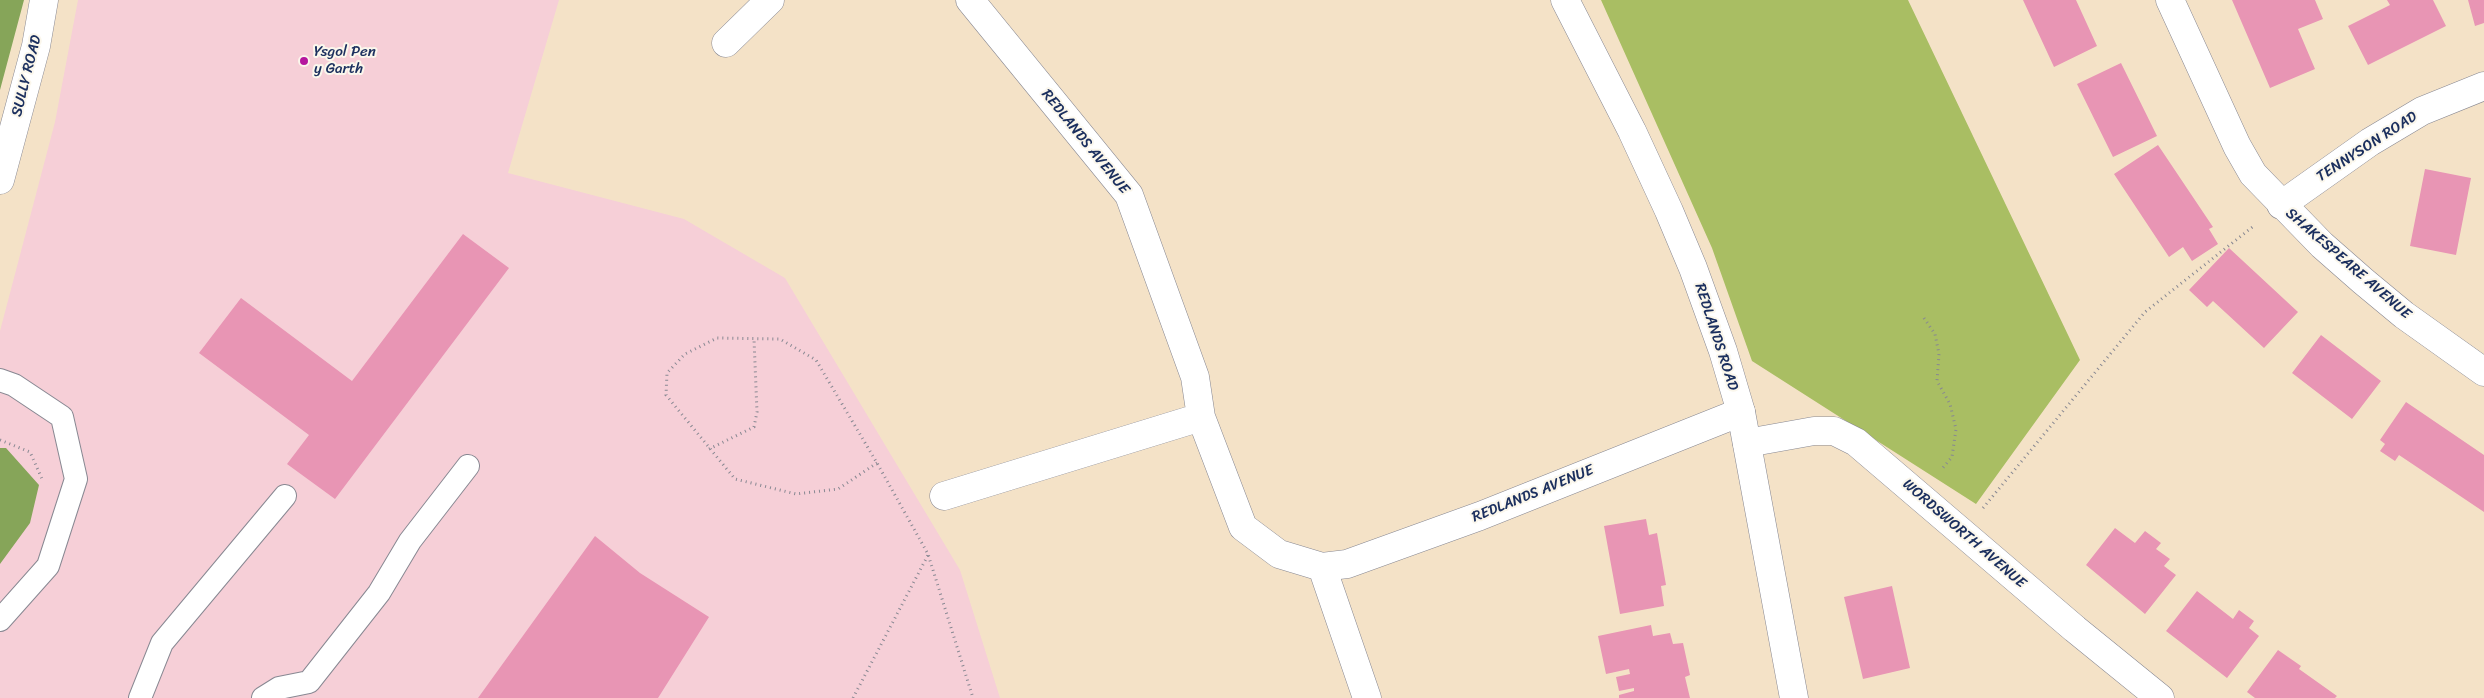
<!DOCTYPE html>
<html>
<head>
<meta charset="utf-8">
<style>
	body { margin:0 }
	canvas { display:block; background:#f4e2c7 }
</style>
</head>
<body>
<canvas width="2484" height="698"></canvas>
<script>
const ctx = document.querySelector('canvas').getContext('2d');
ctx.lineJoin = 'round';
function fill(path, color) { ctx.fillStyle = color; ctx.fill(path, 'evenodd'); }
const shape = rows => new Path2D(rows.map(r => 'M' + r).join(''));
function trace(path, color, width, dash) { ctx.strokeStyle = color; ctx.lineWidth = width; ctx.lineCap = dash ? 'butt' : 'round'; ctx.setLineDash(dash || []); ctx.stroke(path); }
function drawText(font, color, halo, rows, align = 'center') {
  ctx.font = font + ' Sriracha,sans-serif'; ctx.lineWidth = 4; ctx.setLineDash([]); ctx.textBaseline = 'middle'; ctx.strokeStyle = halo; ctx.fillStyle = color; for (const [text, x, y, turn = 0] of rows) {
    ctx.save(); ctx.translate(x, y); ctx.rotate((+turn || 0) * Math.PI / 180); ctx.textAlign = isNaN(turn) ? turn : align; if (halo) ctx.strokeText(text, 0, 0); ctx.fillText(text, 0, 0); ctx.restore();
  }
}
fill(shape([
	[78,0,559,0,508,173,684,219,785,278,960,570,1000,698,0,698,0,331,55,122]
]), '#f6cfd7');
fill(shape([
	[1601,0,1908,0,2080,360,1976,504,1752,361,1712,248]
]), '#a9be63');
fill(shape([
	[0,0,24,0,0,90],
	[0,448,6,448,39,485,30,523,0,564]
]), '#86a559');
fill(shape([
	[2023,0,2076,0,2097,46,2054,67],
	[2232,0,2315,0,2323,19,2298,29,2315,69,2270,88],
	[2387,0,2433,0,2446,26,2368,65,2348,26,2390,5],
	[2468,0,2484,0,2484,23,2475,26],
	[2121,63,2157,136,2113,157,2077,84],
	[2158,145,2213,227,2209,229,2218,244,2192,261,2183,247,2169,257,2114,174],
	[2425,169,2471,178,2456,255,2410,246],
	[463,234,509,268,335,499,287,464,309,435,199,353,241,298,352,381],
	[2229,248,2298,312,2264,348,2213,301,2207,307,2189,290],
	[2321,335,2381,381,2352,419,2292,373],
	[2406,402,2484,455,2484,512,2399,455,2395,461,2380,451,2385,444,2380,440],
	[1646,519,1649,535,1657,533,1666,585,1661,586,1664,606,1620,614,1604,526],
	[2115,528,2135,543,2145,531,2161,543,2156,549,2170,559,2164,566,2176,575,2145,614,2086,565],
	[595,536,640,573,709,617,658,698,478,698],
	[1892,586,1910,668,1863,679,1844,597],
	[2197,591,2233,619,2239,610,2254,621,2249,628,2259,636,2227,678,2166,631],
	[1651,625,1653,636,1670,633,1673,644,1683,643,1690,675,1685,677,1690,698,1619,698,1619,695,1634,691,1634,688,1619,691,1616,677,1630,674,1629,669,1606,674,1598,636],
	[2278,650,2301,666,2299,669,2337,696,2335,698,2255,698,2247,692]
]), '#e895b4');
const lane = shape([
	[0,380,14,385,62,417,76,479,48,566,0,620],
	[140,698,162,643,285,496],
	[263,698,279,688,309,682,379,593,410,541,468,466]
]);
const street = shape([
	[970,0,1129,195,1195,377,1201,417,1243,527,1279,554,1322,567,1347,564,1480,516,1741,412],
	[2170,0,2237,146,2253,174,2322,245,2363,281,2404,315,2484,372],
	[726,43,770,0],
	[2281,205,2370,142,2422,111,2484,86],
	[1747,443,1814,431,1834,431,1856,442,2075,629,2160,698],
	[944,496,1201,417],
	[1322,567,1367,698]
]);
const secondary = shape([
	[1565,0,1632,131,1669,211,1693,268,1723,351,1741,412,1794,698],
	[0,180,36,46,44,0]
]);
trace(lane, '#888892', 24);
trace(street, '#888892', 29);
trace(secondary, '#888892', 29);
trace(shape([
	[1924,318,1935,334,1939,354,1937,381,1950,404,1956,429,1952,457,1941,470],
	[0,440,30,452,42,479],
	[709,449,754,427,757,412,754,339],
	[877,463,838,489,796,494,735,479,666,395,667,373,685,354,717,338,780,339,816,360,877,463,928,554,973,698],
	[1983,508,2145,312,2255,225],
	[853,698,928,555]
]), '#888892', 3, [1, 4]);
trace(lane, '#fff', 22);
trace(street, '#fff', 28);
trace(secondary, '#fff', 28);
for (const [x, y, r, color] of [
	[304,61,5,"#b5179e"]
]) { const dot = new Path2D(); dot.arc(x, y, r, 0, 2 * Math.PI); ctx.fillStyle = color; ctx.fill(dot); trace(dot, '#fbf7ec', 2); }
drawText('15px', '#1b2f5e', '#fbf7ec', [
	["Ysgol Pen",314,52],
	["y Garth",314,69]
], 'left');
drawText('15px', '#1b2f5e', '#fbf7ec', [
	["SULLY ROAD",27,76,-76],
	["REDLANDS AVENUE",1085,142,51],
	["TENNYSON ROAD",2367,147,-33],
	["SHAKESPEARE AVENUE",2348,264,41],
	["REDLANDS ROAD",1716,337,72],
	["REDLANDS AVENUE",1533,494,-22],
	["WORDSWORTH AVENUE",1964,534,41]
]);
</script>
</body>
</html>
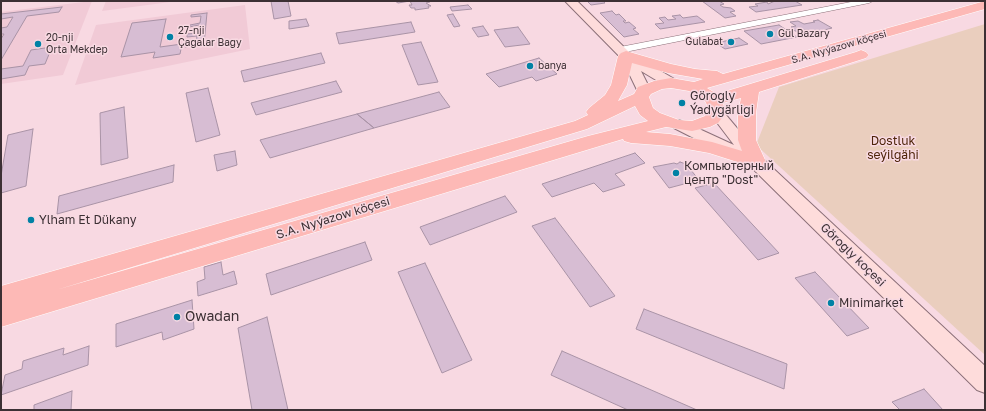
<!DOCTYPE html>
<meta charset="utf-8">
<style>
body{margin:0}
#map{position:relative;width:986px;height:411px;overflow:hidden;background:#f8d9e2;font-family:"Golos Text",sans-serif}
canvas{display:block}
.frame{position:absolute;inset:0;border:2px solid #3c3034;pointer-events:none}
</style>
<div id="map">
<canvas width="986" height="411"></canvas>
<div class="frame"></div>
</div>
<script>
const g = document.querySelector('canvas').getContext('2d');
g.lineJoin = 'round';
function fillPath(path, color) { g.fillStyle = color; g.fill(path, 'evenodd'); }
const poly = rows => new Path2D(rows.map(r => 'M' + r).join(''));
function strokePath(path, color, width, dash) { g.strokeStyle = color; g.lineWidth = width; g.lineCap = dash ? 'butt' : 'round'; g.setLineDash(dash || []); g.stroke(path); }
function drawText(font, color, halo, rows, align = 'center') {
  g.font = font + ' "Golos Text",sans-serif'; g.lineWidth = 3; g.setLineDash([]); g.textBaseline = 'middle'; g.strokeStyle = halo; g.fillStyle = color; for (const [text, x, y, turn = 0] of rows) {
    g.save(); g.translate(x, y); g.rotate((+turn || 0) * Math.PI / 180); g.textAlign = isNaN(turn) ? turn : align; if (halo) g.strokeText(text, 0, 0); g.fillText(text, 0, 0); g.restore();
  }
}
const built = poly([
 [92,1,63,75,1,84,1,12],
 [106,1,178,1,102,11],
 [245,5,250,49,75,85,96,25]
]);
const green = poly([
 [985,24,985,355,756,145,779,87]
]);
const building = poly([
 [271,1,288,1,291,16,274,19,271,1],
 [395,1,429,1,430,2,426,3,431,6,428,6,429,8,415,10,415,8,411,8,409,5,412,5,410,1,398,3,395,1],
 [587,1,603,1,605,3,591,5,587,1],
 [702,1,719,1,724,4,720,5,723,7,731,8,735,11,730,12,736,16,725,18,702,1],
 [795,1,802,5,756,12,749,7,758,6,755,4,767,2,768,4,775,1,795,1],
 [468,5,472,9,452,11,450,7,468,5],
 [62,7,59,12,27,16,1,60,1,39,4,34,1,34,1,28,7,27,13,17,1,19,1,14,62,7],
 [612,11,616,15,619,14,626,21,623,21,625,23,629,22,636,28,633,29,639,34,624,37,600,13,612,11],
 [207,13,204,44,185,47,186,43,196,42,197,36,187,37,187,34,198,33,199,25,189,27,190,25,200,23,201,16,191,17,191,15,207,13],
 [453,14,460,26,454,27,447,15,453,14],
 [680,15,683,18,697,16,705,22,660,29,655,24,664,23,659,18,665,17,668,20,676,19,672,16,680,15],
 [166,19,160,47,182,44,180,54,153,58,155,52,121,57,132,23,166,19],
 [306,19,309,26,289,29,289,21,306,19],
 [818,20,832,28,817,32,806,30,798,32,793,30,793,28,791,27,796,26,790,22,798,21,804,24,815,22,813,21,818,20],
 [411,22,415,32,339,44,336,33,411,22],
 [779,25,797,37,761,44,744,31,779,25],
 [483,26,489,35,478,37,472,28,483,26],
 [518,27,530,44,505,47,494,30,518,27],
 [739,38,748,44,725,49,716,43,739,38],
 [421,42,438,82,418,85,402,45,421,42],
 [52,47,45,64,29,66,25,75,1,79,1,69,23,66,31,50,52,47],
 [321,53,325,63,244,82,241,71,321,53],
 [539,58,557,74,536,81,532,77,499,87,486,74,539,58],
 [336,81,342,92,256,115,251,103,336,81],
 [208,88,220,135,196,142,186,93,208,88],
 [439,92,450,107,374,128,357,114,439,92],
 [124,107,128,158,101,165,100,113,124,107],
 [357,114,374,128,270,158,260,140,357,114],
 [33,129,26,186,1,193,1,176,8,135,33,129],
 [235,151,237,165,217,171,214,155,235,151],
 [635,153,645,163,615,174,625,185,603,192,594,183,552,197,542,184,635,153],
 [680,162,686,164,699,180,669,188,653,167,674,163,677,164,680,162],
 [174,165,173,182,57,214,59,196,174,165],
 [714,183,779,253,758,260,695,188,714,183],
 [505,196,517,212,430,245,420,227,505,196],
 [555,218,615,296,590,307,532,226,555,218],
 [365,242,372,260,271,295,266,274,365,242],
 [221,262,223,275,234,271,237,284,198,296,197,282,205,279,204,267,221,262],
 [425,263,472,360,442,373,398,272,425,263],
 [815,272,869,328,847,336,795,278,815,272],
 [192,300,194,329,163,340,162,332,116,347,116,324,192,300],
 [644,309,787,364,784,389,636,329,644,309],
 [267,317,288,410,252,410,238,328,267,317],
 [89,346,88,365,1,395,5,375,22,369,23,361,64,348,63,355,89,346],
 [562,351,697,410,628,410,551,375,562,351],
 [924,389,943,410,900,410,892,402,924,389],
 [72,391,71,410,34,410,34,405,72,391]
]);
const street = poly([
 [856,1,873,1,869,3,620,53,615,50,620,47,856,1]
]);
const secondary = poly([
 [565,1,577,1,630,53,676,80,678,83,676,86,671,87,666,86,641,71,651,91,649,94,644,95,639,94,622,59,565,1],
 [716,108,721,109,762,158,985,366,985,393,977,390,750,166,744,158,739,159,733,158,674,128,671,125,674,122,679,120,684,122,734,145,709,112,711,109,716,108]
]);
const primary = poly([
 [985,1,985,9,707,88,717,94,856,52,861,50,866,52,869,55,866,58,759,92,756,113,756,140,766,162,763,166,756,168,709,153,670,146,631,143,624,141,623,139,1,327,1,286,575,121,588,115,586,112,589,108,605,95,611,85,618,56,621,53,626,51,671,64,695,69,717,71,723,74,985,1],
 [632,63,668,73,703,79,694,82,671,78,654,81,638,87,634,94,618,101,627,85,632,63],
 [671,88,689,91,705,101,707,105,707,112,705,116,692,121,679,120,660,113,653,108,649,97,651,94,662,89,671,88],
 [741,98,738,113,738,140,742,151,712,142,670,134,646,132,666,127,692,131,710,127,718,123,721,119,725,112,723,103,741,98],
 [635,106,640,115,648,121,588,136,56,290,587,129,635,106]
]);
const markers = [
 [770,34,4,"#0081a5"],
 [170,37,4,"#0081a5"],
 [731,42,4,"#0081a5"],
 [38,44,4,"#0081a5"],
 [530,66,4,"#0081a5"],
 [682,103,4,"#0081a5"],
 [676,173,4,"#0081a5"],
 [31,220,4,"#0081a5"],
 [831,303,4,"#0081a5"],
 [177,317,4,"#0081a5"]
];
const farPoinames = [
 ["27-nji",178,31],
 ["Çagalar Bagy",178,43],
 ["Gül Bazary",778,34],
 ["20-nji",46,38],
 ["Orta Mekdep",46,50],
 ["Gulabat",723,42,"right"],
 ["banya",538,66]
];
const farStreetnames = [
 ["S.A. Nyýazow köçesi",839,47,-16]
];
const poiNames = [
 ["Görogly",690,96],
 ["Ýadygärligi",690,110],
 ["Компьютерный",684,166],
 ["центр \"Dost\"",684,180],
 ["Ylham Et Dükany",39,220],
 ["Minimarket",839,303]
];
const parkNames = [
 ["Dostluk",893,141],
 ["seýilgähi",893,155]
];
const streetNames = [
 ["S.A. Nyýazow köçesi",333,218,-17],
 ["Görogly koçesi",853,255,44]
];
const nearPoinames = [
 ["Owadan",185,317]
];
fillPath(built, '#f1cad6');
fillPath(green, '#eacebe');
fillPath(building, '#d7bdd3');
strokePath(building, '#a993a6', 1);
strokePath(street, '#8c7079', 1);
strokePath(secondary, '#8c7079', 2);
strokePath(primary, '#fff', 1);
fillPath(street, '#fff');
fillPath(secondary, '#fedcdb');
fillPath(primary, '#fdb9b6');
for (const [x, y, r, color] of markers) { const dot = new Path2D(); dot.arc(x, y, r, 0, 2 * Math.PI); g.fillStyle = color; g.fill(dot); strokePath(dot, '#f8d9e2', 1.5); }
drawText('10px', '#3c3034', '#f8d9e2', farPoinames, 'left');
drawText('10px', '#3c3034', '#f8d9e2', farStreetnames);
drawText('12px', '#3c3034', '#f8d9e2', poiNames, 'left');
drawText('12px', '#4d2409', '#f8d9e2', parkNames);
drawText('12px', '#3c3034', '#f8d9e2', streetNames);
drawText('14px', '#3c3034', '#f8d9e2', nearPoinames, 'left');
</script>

------------------------------

» **TASK ITEM**: The required answer is the exact run of lines above starting at the line with "g.save(); g.translate(x, y);" and ending at the line with "[985,24,985,355,756,145,779,87]", with both ends present.

» **SOLUTION**:
    g.save(); g.translate(x, y); g.rotate((+turn || 0) * Math.PI / 180); g.textAlign = isNaN(turn) ? turn : align; if (halo) g.strokeText(text, 0, 0); g.fillText(text, 0, 0); g.restore();
  }
}
const built = poly([
 [92,1,63,75,1,84,1,12],
 [106,1,178,1,102,11],
 [245,5,250,49,75,85,96,25]
]);
const green = poly([
 [985,24,985,355,756,145,779,87]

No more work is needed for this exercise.